Dans le cahier des renseignements additionnels du budget Leitao, le gouvernement du Québec présente plusieurs données alarmantes. On souligne que la population du Québec vieillira de façon accélérée à partir de 2017, note-t-on: en 2036, plus du quart de la population aura plus de 65 ans, alors que cette proportion n’était que de 6,8 % en 1971.
En parallèle, l’État prévoit que l’augmentation de ses revenus va plafonner à 2,6% par année d’ici 2022, contre 4,4% durant l’ère Charest (2003-2012). Québec ajoute un autre tableau: les dépenses de santé du gouvernement par groupe d’âge. La courbe laisse entrevoir une hausse marquée des coûts en santé puisque les frais augmentent rapidement à partir de 60 ans.
Cette situation pourrait provoquer des pressions énormes sur les finances de l’État.
« FAIRE PEUR AU MONDE »
Un spécialiste met toutefois ces données en perspective. «C’est le graphique pour faire peur au monde», note François Béland, spécialiste en gérontologie et professeur à l’école de Santé publique de l’Université de Montréal. «Souvent, ce graphique est interprété comme: regardez, ce sont les personnes âgées qui coûtent tellement cher et qui vont nous ruiner», peste-t-il.
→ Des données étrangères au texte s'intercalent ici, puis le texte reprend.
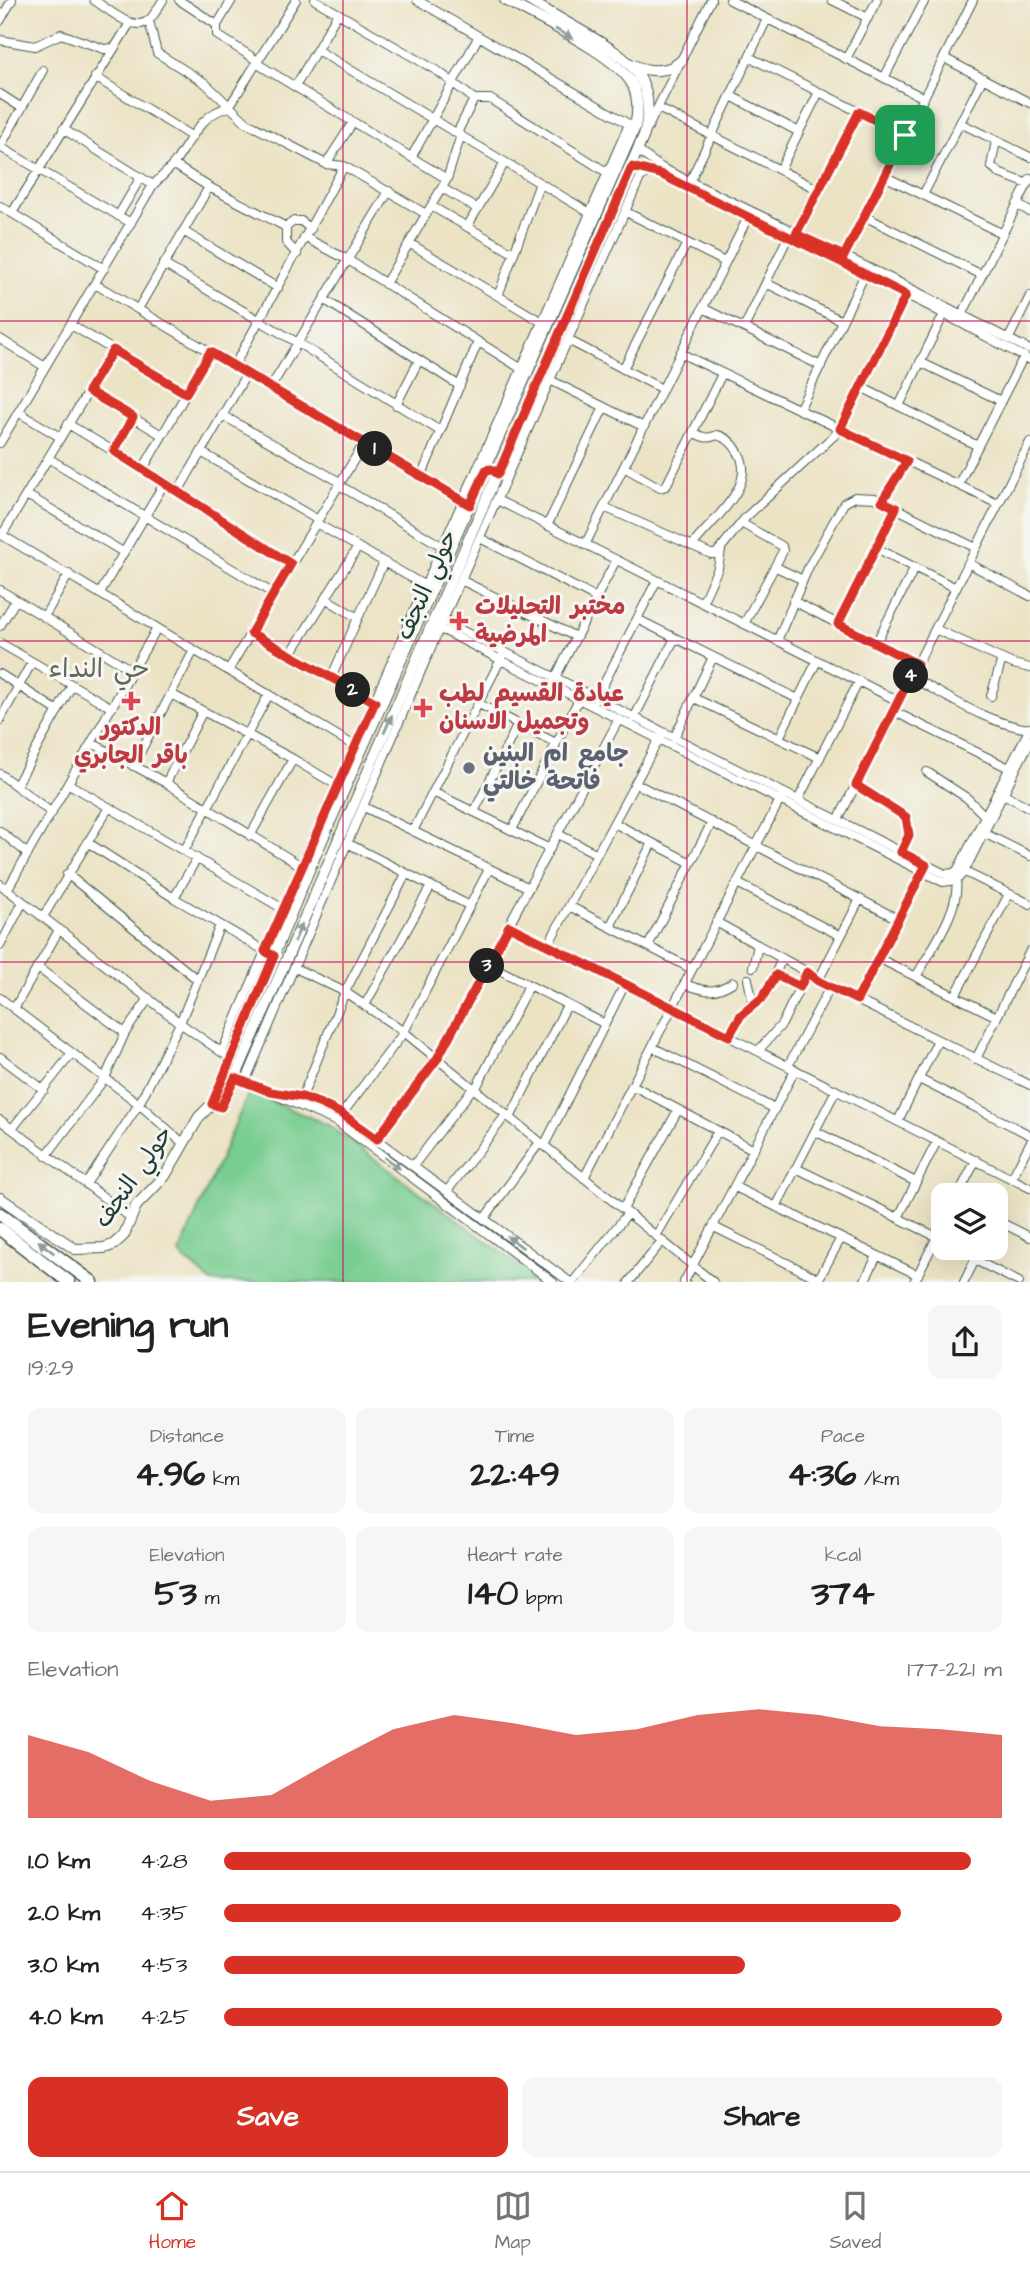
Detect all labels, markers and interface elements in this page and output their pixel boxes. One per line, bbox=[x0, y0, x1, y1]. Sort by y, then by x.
one-way arrow bbox=[555, 28, 574, 40]
pin bbox=[875, 105, 935, 165]
icon: arrive bbox=[886, 116, 924, 154]
pin: 1 bbox=[358, 432, 392, 466]
text: 1 bbox=[373, 435, 376, 462]
street label: حولي النجف bbox=[388, 524, 469, 647]
place label: مختبر التحليلات المرضية bbox=[475, 590, 625, 652]
marker: مختبر التحليلات المرضية bbox=[449, 611, 469, 631]
district label: حي النداء bbox=[49, 651, 149, 691]
pin: 4 bbox=[894, 658, 928, 694]
text: 4 bbox=[904, 662, 917, 689]
pin: 2 bbox=[336, 672, 370, 708]
text: 2 bbox=[347, 676, 358, 703]
place label: عيادة القسيم لطب وتجميل الاسنان bbox=[439, 677, 624, 739]
marker: الدكتور باقر الجابري bbox=[121, 691, 141, 711]
marker: عيادة القسيم لطب وتجميل الاسنان bbox=[413, 698, 433, 718]
place label: الدكتور باقر الجابري bbox=[74, 711, 188, 773]
one-way arrow bbox=[383, 713, 394, 734]
place label: جامع ام البنين فاتحة خالتي bbox=[483, 737, 629, 802]
marker: جامع ام البنين فاتحة خالتي bbox=[461, 760, 477, 776]
one-way arrow bbox=[293, 922, 304, 943]
pin: 3 bbox=[470, 948, 504, 984]
text: 3 bbox=[482, 952, 491, 979]
street label: حولي النجف bbox=[86, 1119, 184, 1237]
one-way arrow bbox=[383, 1156, 402, 1170]
map controls bbox=[931, 1183, 1008, 1260]
button: layers bbox=[931, 1183, 1008, 1260]
one-way arrow bbox=[506, 1235, 524, 1249]
one-way arrow bbox=[38, 1239, 56, 1254]
text: Evening run bbox=[28, 1300, 229, 1352]
button: share bbox=[928, 1305, 1002, 1379]
text: 19:29 bbox=[28, 1352, 74, 1384]
text: Distance bbox=[150, 1423, 224, 1450]
text: Time bbox=[495, 1423, 535, 1450]
text: Pace bbox=[821, 1423, 865, 1450]
text: 4.96 bbox=[135, 1450, 205, 1499]
text: 22:49 bbox=[470, 1450, 560, 1499]
text: 4:36 bbox=[787, 1450, 856, 1499]
text: km bbox=[205, 1466, 239, 1493]
text: /km bbox=[856, 1466, 899, 1493]
text: Elevation bbox=[150, 1542, 224, 1569]
text: Heart rate bbox=[467, 1542, 563, 1569]
text: kcal bbox=[825, 1542, 861, 1569]
text: 53 bbox=[155, 1569, 197, 1618]
text: 140 bbox=[468, 1569, 518, 1618]
text: 374 bbox=[811, 1569, 875, 1618]
text: m bbox=[197, 1585, 220, 1612]
text: bpm bbox=[518, 1585, 562, 1612]
text: Elevation bbox=[28, 1653, 119, 1685]
text: 177–221 m bbox=[907, 1653, 1002, 1685]
text: 1.0 km bbox=[28, 1845, 90, 1877]
text: 4:28 bbox=[140, 1845, 188, 1877]
text: 2.0 km bbox=[28, 1897, 100, 1929]
text: 4:35 bbox=[140, 1897, 187, 1929]
text: 3.0 km bbox=[28, 1949, 99, 1981]
text: 4:53 bbox=[140, 1949, 187, 1981]
text: 4.0 km bbox=[28, 2001, 103, 2033]
text: 4:25 bbox=[140, 2001, 189, 2033]
button: Save bbox=[28, 2077, 508, 2157]
button: Share bbox=[522, 2077, 1002, 2157]
tab: Home bbox=[149, 2187, 196, 2256]
tab: Map bbox=[494, 2187, 532, 2256]
tab: Saved bbox=[829, 2187, 881, 2256]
Il souligne d’ailleurs que les hausses de budget en santé n’ont pas bénéficié aux aînés. «Là où les personnes âgées vont coûter davantage, c’est surtout en soins de longue durée. Les fameux CHSLD. Mais ce ne sont pas ces budgets qui augmentent: depuis 2000, la fréquentation des CHSLD et la longueur des séjours diminuent. Le taux de croissance est négatif et le gouvernement a mis le couvercle sur la poubelle. Alors aujourd’hui on a des scandales (de mauvais traitements) qui sortent de partout», déplore-t-il.
SALAIRE
L’expert pointe plutôt du doigt le salaire des médecins pour trouver la cause de l’augmentation des coûts en santé. «Le Québec a toujours eu une part très stable de ses dépenses en santé en fonction du PIB». Tout a changé lorsque l’ancien ministre de la Santé Yves Bolduc a signé une juteuse entente de rattrapage avec les médecins. Gaétan Barrette était président du syndicat. «Il les a arrangés pour de vrai», dit-il.
Il estime que près 50% des hausses de budget de la santé depuis sont directement attribuable à cette bonification.
Pour se sortir du pétrin et pour éviter la «catastrophe humaine», il recommande au gouvernement d’agir rapidement pour changer la culture du réseau. «C’est moins un problème de financement que d’orientation, qui risque de nous emmener à la catastrophe», note-t-il.